Look through the entries. Copy each line that has the word "overflow".
□ □ □ □ □
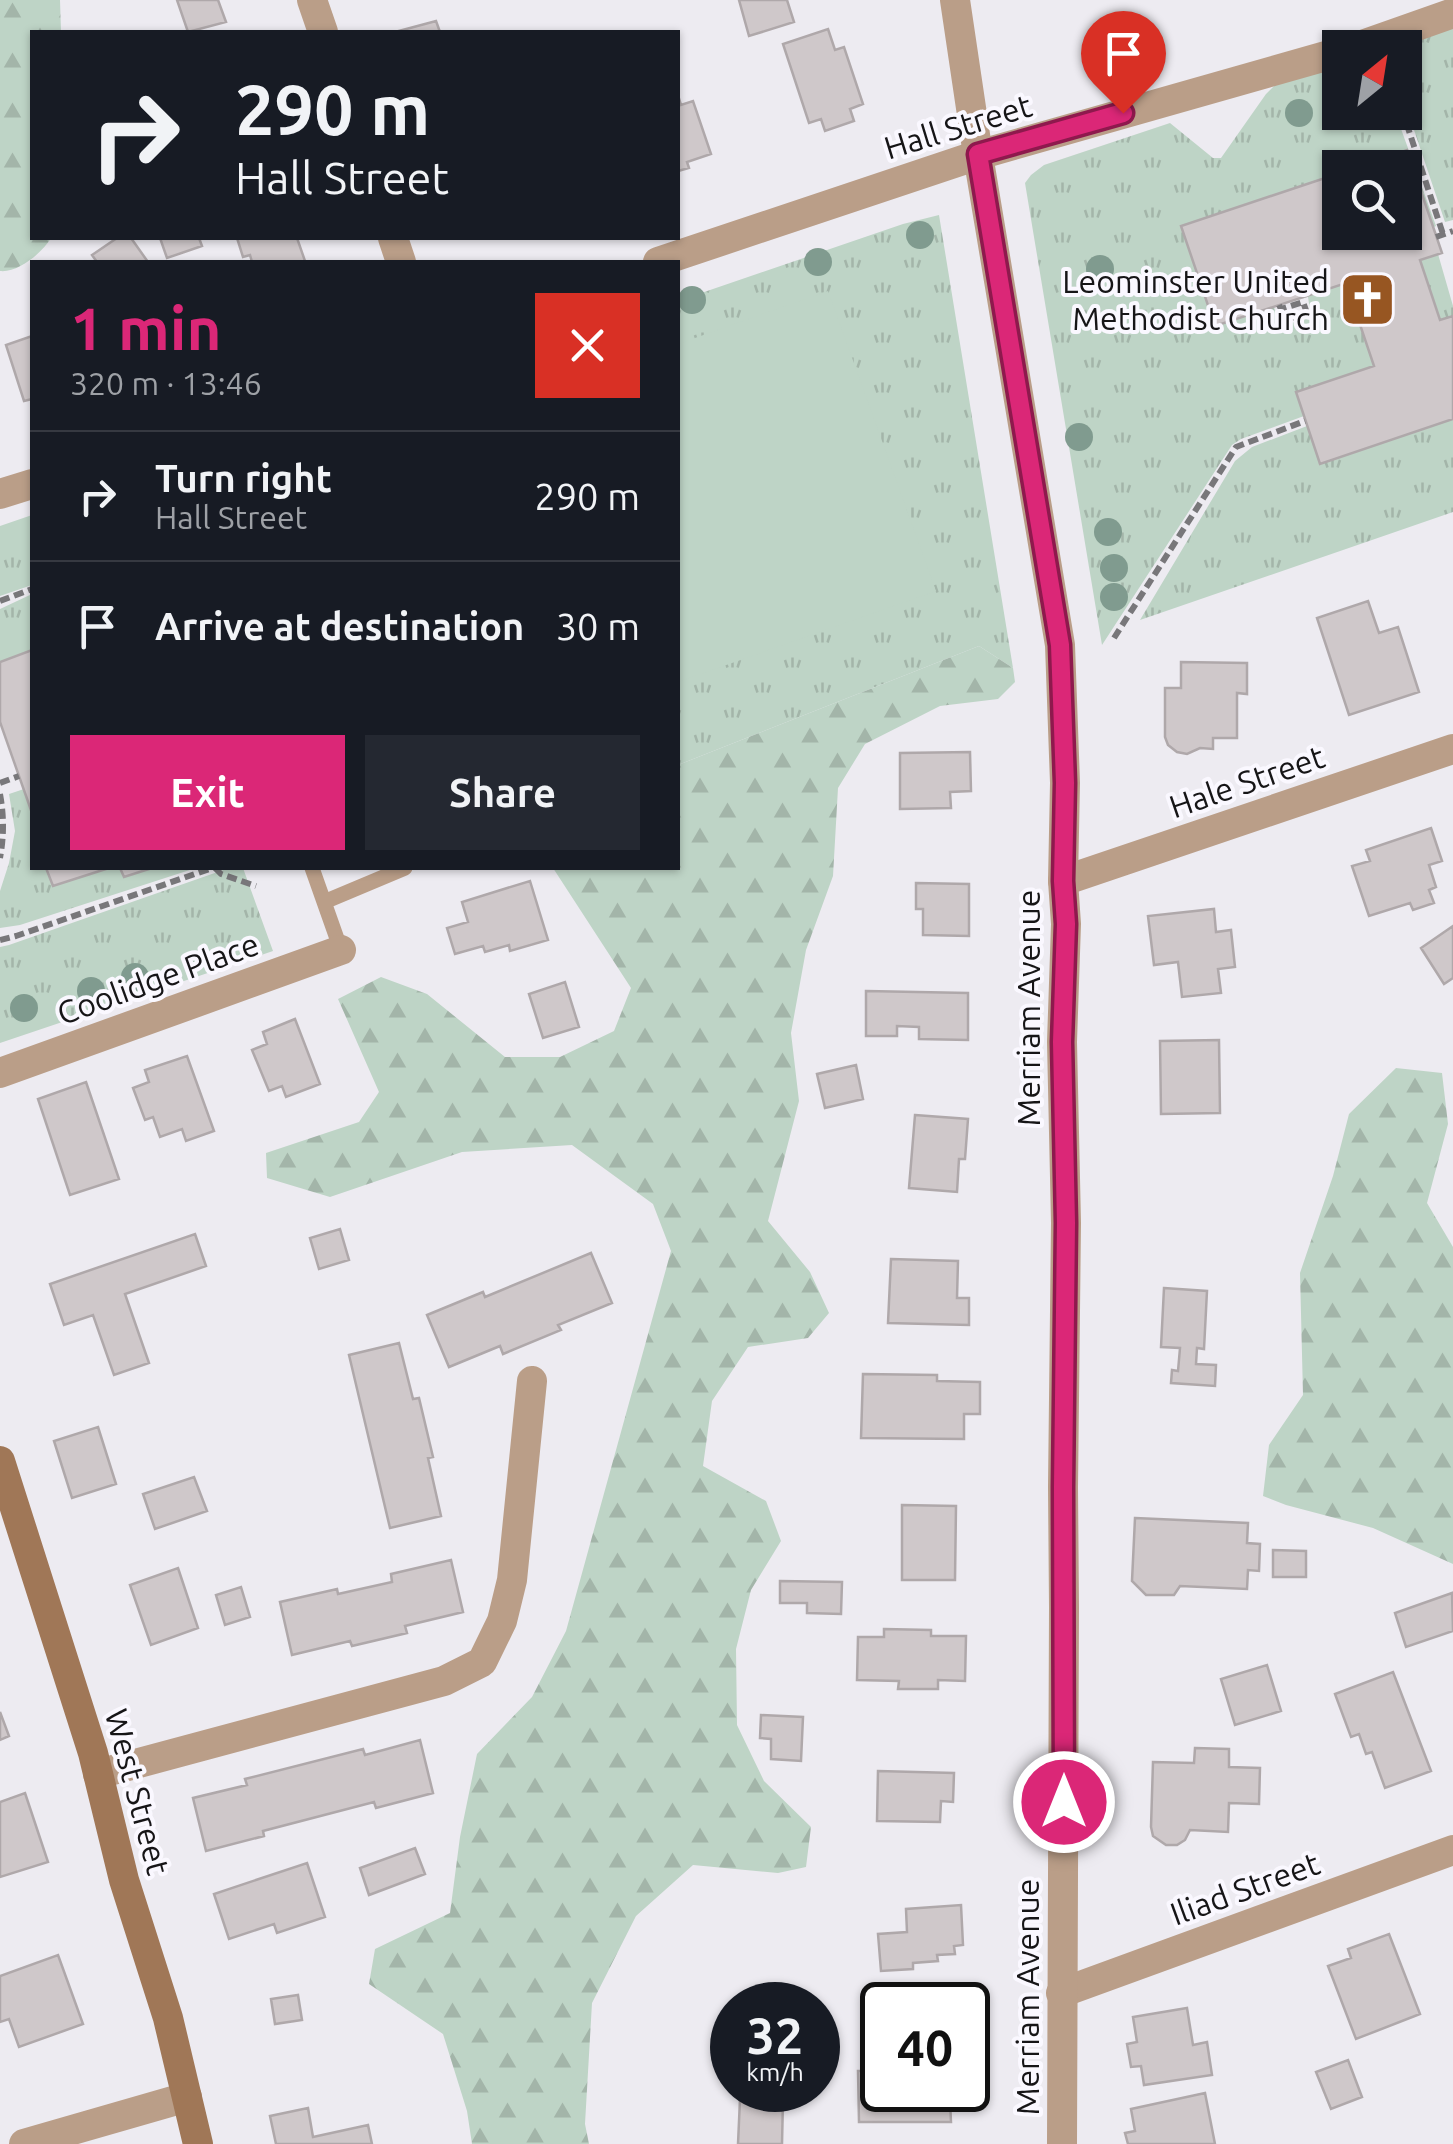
<!DOCTYPE html>
<html lang="en">
<head>
<meta charset="utf-8">
<style>
	:root { --surface:#171b24; --page:#242831; --text:#f1f3f6; --muted:#9ea1a6; --line:#363941; --accent:#db2777 }
	body { margin:0; font-family:Ubuntu,sans-serif; background:var(--page); color:var(--text); height:100vh; display:flex; flex-direction:column; font-size:38px; white-space:nowrap }
	* { box-sizing:border-box; margin:0 }
	p { font-size:32px; color:var(--muted) }
	.icon { flex:none; width:55px; height:55px; fill:none; stroke:currentColor; stroke-width:2; stroke-linecap:round; stroke-linejoin:round }
	.map { position:relative; flex:1; overflow:hidden }
	.drawer { position:absolute; left:30px; top:260px; width:650px; height:610px; display:flex; flex-direction:column; background:var(--surface); border-radius:0px; box-shadow:0 2px 8px #0004 }
	.drawer>* { flex:none }
	.banner { position:absolute; left:30px; top:30px; width:650px; height:210px; border-radius:0px; box-shadow:0 2px 8px #0004; background:#171b24; color:var(--text); overflow:hidden }
	.needle { width:65px; rotate:30deg }
	.tools { position:absolute; left:1322px; top:30px; display:grid; gap:20px }
	.tools a { display:grid; place-items:center; width:100px; height:100px; border-radius:0px; background:var(--surface); box-shadow:0 2px 8px #0004; font-size:50px }
	.speed { position:absolute; left:710px; top:1982px; display:flex; gap:20px; font-size:50px; font-weight:700; text-align:center }
	.speed>* { display:grid; place-content:center; width:130px; height:130px; border-radius:50%; background:var(--surface); box-shadow:0 2px 8px #0004; line-height:1 }
	.speed small { font-size:25px; font-weight:400 }
	.speed .limit { border:5px solid #111; border-radius:15px; background:#fff; color:#111 }
	.pin { position:absolute; display:grid; place-items:center; width:85px; height:85px; color:#fff; margin:-102px -42px; border-radius:50% 50% 50% 0; rotate:-45deg; box-shadow:0 0 10px #0007 }
	.pin .icon { rotate:45deg }
	.me { position:absolute; width:110px; margin:-55px; rotate:0deg; stroke-linejoin:round; filter:drop-shadow(0 0 8px #0008) }
	.turn { display:flex; align-items:center; gap:35px; height:210px; padding:0 40px; font-size:45px }
	.turn .icon { width:130px; height:130px; stroke-width:2.5 }
	.turn b { display:block; font-size:70px; line-height:85px }
	.round { display:grid; place-items:center; flex:none; width:105px; height:105px; border-radius:0px; background:var(--page) }
	.headline { display:flex; align-items:center; justify-content:space-between; height:170px; padding:0 40px }
	h1 { font-size:60px; font-weight:600; line-height:75px; color:var(--accent) }
	.primary-button { display:flex; gap:20px; margin-top:auto; padding:20px 40px }
	.primary-button a { flex:1; height:115px; border-radius:0px; background:var(--accent); color:#fff; font-size:40px; font-weight:600; line-height:115px; text-align:center }
	.primary-button a+a { background:var(--page); color:var(--text) }
	ul { padding:0; list-style:none }
	li { display:flex; align-items:center; gap:30px; height:130px; padding:0 40px; border-top:2px solid var(--line) }
	li div { flex:1 }
	li b { display:block; font-size:38px }
	li em { font-style:normal }
	.map>svg:first-child { display:block }
</style>
</head>
<body>
<div class="map">
<svg width="1453" height="2144" viewBox="0 0 1453 2144">
	<defs>
		<pattern id="grass-tufts" width="24" height="20" patternUnits="userSpaceOnUse" patternTransform="scale(2.5)"><rect width="24" height="20" fill="#bed4c6"/><path d="M3 7l-1-3M5 7V3M7 7l1-3M15 17l-1-3M17 17v-4M19 17l1-3" fill="none" stroke="#a3b5a9"/></pattern>
		<pattern id="forest-firs" width="22" height="20" patternUnits="userSpaceOnUse" patternTransform="scale(2.5)"><rect width="22" height="20" fill="#bed4c6"/><path d="M5 1l3.5 6h-7zM16 11l3.5 6h-7z" fill="#a3b5a9"/></pattern>
	</defs>
	<rect width="100%" height="100%" fill="#edebf1"/>
	<!-- grass -->
	<path fill="url(#grass-tufts)" d="M1453,26v194l-8,2 -34,-101 -6,-8v-56l13,-4 -5,-14z
		M1340,64v48l48,1 3,10 9,3 36,100 -2,1 -27,-77 -52,17 -15,1v5l-159,53 34,100 59,-19 5,14 10,-2 2,4 20,-6 -3,-20 -18,5 56,-19 28,83 -78,26 8,24 -63,23 -9,6 -130,200 -77,-462 6,-8 13,-10 126,-42 43,35h8l45,-64 10,-10z
		M939,215l74,453 -34,-22 -301,119v-464l225,-77z
		M1438,254l15,52v10l-13,4 -20,-60z
		M1453,419v93l-313,108 95,-159 17,-14 55,-21 13,38z
		M32,515v70l-32,11v-70z
		M32,594v56l-32,12v-53z
		M24,789l8,24v55h14l7,18 56,-18h11l4,9 28,-9h44l-176,57 -20,3v-37l9,-28 6,-32 -6,-37z
		M229,868h14l30,83 -273,92v-96l9,-2z"/>
	<!-- forest -->
	<path fill="url(#forest-firs)" d="M0,0h60l1,32h-29v206h19c-9,15 -33,35 -51,33z
		M979,646l34,22 2,14 -17,17 -58,7 -75,38 -27,44 -5,88 -27,74 -15,83 8,68 -31,120 42,51 19,41 -21,25 -60,9 -36,54 -9,65 63,35 15,40 -30,49 -15,59 1,76 27,56 47,46 -5,40 -28,6 -85,-8 -57,51 -44,87 -7,121 4,20h-117l-5,-33 -24,-77 -74,-50 6,-35 75,-36 10,-76 17,-83 55,-57 34,-66 105,-380 -18,-47 -81,-59 -110,7 -132,45 -63,-19 -1,-25 93,-31 20,-30 -41,-93 43,-22 46,17 78,63h55l54,-26 17,-43 -78,-120h125v-103z
		M1396,1068l46,5 6,51 -21,79 26,44v317l-80,-36 -87,-23 -23,-9 6,-51 34,-50 -3,-122 33,-97 16,-62z"/>
	<!-- pitch -->
	<path fill="#bed4c6" d="M828,291l108,300 -258,91v-338z"/>
	<!-- building -->
	<path fill="#cfc8ca" stroke="#afa8aa" stroke-width="2.5" d="M177,0h41l8,22 -38,10z
		M739,0h48l7,22 -45,14z
		M436,21l4,11h-45z
		M828,29l7,21 9,-3 19,57 -13,5 4,12 -29,10 -4,-12 -12,4 -26,-79z
		M678,95l3,10 12,-4 18,53 -24,8 2,6 -11,3z
		M1407,150l35,103 -22,7 20,60 13,-4v103l-133,45 -24,-72 78,-26 -28,-83 -131,43 -34,-100 159,-53v59h65v-64h-50z
		M117,238h14l17,24h-51l-5,-7z
		M160,238h39l3,8 -35,12z
		M237,238h60l8,23 -53,1 -2,-7 -7,2z
		M32,336v63l-8,2 -18,-56z
		M1368,601l11,32 19,-6 21,65 -70,23 -32,-97z
		M32,650v163l-32,-91v-60z
		M1181,662l66,1v31l-10,-1v45h-24v11l-13,-1 -13,6 -10,-2 -9,-7 -3,-8v-49h16z
		M970,752l1,39 -21,1 1,16 -51,1v-56z
		M1431,828l11,33 -13,4 7,22 -7,3 5,13 -21,7 -3,-7 -41,13 -17,-50 18,-5 -4,-11z
		M46,868h63l-56,18z
		M120,868h32l-28,9z
		M530,881l18,59 -38,11 -1,-6 -24,7 -2,-6 -28,8 -8,-26 21,-6 -6,-20z
		M916,883l53,1v52l-46,-1v-26h-7z
		M1214,909l2,23 15,-2 4,37 -17,2 3,24 -39,4 -4,-35 -24,3 -6,-49z
		M1453,926v52l-9,6 -23,-36z
		M565,982l14,45 -36,11 -14,-44z
		M866,991l102,2v47l-49,-1v-12l-22,-1v10h-31z
		M295,1019l25,65 -34,13 -4,-11 -13,5 -17,-41 15,-6 -4,-12z
		M1219,1040l1,73 -59,1 -1,-73z
		M187,1056l27,75 -28,10 -4,-12 -22,8 -7,-20 -8,3 -12,-32 16,-6 -4,-12z
		M856,1065l7,34 -38,9 -8,-34z
		M86,1082l33,97 -49,16 -32,-96z
		M915,1115l53,4 -3,40h-6l-2,33 -48,-4z
		M340,1229l9,31 -30,9 -9,-31z
		M195,1234l11,32 -81,28 24,69 -35,12 -21,-60 -29,10 -14,-41z
		M591,1253l21,50 -54,22 3,5 -58,24 -3,-8 -51,21 -22,-52 56,-23 2,5z
		M891,1259l67,2 -1,37h12v27l-81,-2z
		M1164,1288l43,3 -3,58 -7,-1 -1,16 20,1 -1,21 -44,-3 1,-13 6,1 2,-23 -19,-1z
		M399,1343l14,56 6,-1 14,59 -5,1 13,58 -51,12 -41,-173z
		M863,1374l74,1v6l43,1v32h-16v25l-103,-1z
		M98,1427l18,57 -44,14 -18,-57z
		M194,1477l13,34 -52,18 -12,-35z
		M902,1505l54,1 -1,74h-53z
		M1135,1518l113,5 -1,20 13,1 -1,27 -11,-1 -1,19 -67,-3 -6,9h-28l-14,-14z
		M1273,1550l33,1v26h-33z
		M451,1560l12,52 -58,14 2,7 -55,13 -2,-5 -58,14 -12,-53 57,-13 1,5 54,-12 -1,-8z
		M178,1568l20,60 -47,17 -21,-60z
		M780,1581l62,1 -1,32 -34,-1v-10h-27z
		M241,1587l9,30 -25,8 -9,-30z
		M1452,1593l1,38 -47,16 -11,-34z
		M884,1629l47,1v6h35l-1,45 -27,-1v9h-40l1,-8 -42,-1 1,-43h26z
		M1267,1665l14,46 -46,14 -14,-46z
		M1393,1672l38,99 -46,17 -13,-36 -6,2 -7,-20 -8,3 -16,-43z
		M0,1712l9,24 -9,4z
		M761,1715l42,2 -2,44 -30,-2v-20l-11,-1z
		M420,1740l13,53 -57,15 -2,-6 -111,29 1,5 -58,15 -13,-53 54,-13 -2,-6 118,-30 2,6z
		M1195,1748l34,1v18l31,1 -1,36 -30,-1 -1,29 -38,-2 -5,10 -8,5h-11l-13,-9 -2,-9 2,-65 41,1z
		M878,1771l76,2 -1,29 -12,-1 -1,21 -63,-1z
		M25,1793l23,69 -48,15v-75z
		M415,1848l10,26 -56,21 -9,-27z
		M307,1863l18,54 -48,16 -3,-9 -45,15 -15,-45z
		M961,1905l2,40 -9,1 1,8 -18,1 1,6 -25,2v6l-32,2 -3,-37 29,-2 -1,-23z
		M1389,1934l31,80 -64,25 -28,-73 23,-8 -3,-9z
		M58,1955l25,69 -64,23 -10,-28 -9,3v-46z
		M298,1995l4,25 -27,4 -4,-25z
		M1187,2008l6,37 14,-3 5,33 -68,10 -3,-19 -10,1 -4,-23 10,-2 -4,-25z
		M879,2045h3v45h85l1,9 -18,1 1,22h-92l-1,-51h22z
		M1348,2060l14,37 -31,12 -15,-37z
		M1205,2093l10,51h-87l-3,-11 10,-2 -4,-22z
		M740,2099l43,1 -1,44h-44z
		M308,2108l5,29 55,-12 4,19h-96l-6,-28z"/>
	<g fill="none" stroke-linecap="round" stroke-linejoin="round">
		<!-- path -->
		<path stroke="#78777a" stroke-width="6" stroke-dasharray="10 5" stroke-linecap="butt" d="M1398,112l3,9 6,4 36,109
			M1436,237l17,-6
			M1279,305l2,4 22,-7 4,11 -18,6
			M0,601l32,-12
			M1114,638l122,-191 69,-26
			M0,783l19,-7
			M0,794c4,22 4,42 0,64
			M215,868l6,6 35,12
			M0,940l16,-4 196,-68"/>
		<!-- service -->
		<path stroke="#ba9e88" stroke-width="15" d="M312,868l29,82
			M324,902l81,-34"/>
		<!-- minor -->
		<path stroke="#ba9e88" stroke-width="30" d="M312,0l11,32
			M1354,48l99,-35
			M393,238l8,24
			M658,262l320,-107 362,-103
			M0,494l32,-10
			M1063,881l390,-132
			M0,1073l341,-123
			M98,1774l346,-93 38,-19 20,-41 10,-41 20,-199
			M1061,1993l392,-143
			M24,2144l163,-47"/>
		<!-- tertiary -->
		<path stroke="#ba9e88" stroke-width="30" d="M955,0l23,155 82,490 5,138 -2,98 3,43 -4,118 4,181 -3,264 1,120 -2,537"/>
		<!-- secondary -->
		<path stroke="#a07757" stroke-width="30" d="M0,1461l93,292 31,127 44,138 30,126"/>
	</g>
	<!-- trees -->
	<g fill="#809b8f">
		<circle cx="1299" cy="113" r="14"/>
		<circle cx="920" cy="235" r="14"/>
		<circle cx="818" cy="262" r="14"/>
		<circle cx="1100" cy="269" r="14"/>
		<circle cx="692" cy="300" r="14"/>
		<circle cx="1079" cy="437" r="14"/>
		<circle cx="1108" cy="532" r="14"/>
		<circle cx="1114" cy="568" r="14"/>
		<circle cx="1114" cy="597" r="14"/>
		<circle cx="135" cy="977" r="14"/>
		<circle cx="91" cy="991" r="14"/>
		<circle cx="24" cy="1008" r="14"/>
	</g>
	<g fill="none" stroke-linecap="round" stroke-linejoin="round">
		<defs>
			<path id="route" d="M1064,1802l-1,-315 3,-264 -4,-181 4,-118 -3,-43 2,-98 -5,-138 -82,-491 145,-41"/>
		</defs>
		<!-- route casing -->
		<use href="#route" stroke="#8e194d" stroke-width="25"/>
		<!-- route -->
		<use href="#route" stroke="#db2777" stroke-width="18"/>
	</g>
	<!-- icons -->
	<defs>
		<symbol id="church-square" viewBox="-11 -11 22 22"><rect x="-9" y="-9" width="18" height="18" rx="4" fill="#975622" stroke="#faf8ff"/><path d="M-1.2-6h2.4v3.5h3.3v2.4h-3.3V6h-2.4V-.1h-3.3v-2.4h3.3Z" fill="#fff"/></symbol>
	</defs>
	<g fill-rule="evenodd">
		<use href="#church-square" x="1336" y="268" width="63" height="63"/>
	</g>
	<g text-anchor="middle" stroke-width="8" stroke-linejoin="round" paint-order="stroke">
		<!-- street labels -->
		<g font-size="32" fill="#161517" stroke="#faf8ff">
			<text transform="translate(958 127) rotate(-17)" y="11">Hall Street</text>
			<text transform="translate(1247 782) rotate(-19)" y="11">Hale Street</text>
			<text transform="translate(158 979) rotate(-20)" y="11">Coolidge Place</text>
			<text transform="translate(1029 1008) rotate(-90)" y="11">Merriam Avenue</text>
			<text transform="translate(137 1792) rotate(75)" y="11">West Street</text>
			<text transform="translate(1245 1889) rotate(-20)" y="11">Iliad Street</text>
			<text transform="translate(1028 1997) rotate(-90)" y="11">Merriam Avenue</text>
		</g>
		<!-- poi labels -->
		<g font-size="32" fill="#161517" stroke="#faf8ff" text-anchor="end">
			<text x="1329" y="293">Leominster United<tspan x="1329" dy="37">Methodist Church</tspan></text>
		</g>
	</g>
</svg>
<div class="tools">
<a><svg class="needle" viewBox="-14 -14 28 28"><path d="M0-13l5 13h-10z" fill="#e53935"/><path d="M0 13l5-13h-10z" fill="#9ea1a6"/></svg></a>
<a><svg class="icon" aria-label="search" viewBox="0 0 24 24"><circle cx="10" cy="10" r="6"/><path d="M15 15l6 6"/></svg></a>
</div>
<div class="speed"><div>32<small>km/h</small></div><div class="limit">40</div></div>
<div class="pin" style="left:1123px;top:113px;background:#d93025"><svg class="icon" aria-label="arrive" viewBox="0 0 24 24"><path d="M6 21V4h12l-3 4 3 4H6"/></svg></div>
<svg class="me" style="left:1064px;top:1802px" viewBox="-20 -20 40 40"><circle r="17" fill="#db2777" stroke="#fff" stroke-width="3"/><path d="M0-11L8 9 0 5-8 9z" fill="#fff"/></svg>
<div class="banner">
<div class="turn"><svg class="icon" aria-label="right" viewBox="0 0 24 24"><path d="M7 20v-9h11M14 6l5 5-5 5"/></svg><div><b>290 m</b>Hall Street</div></div>
</div>
<section class="drawer">
<div class="headline"><div><h1>1 min</h1><p>320 m · 13:46</p></div><a class="round" style="background:#d93025;color:#fff"><svg class="icon" aria-label="close" viewBox="0 0 24 24"><path d="M6 6l12 12M18 6L6 18"/></svg></a></div>
<ul>
<li><svg class="icon" aria-label="right" viewBox="0 0 24 24"><path d="M7 20v-9h11M14 6l5 5-5 5"/></svg><div><b>Turn right</b><p>Hall Street</p></div><em>290 m</em></li>
<li><svg class="icon" aria-label="arrive" viewBox="0 0 24 24"><path d="M6 21V4h12l-3 4 3 4H6"/></svg><div><b>Arrive at destination</b></div><em>30 m</em></li>
</ul>
<div class="primary-button"><a>Exit</a><a>Share</a></div>
</section>
</div>
</body>
</html>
□ □ □ □ □
■ SOLUTION FOR THIS TASK:
	.map { position:relative; flex:1; overflow:hidden }
	.banner { position:absolute; left:30px; top:30px; width:650px; height:210px; border-radius:0px; box-shadow:0 2px 8px #0004; background:#171b24; color:var(--text); overflow:hidden }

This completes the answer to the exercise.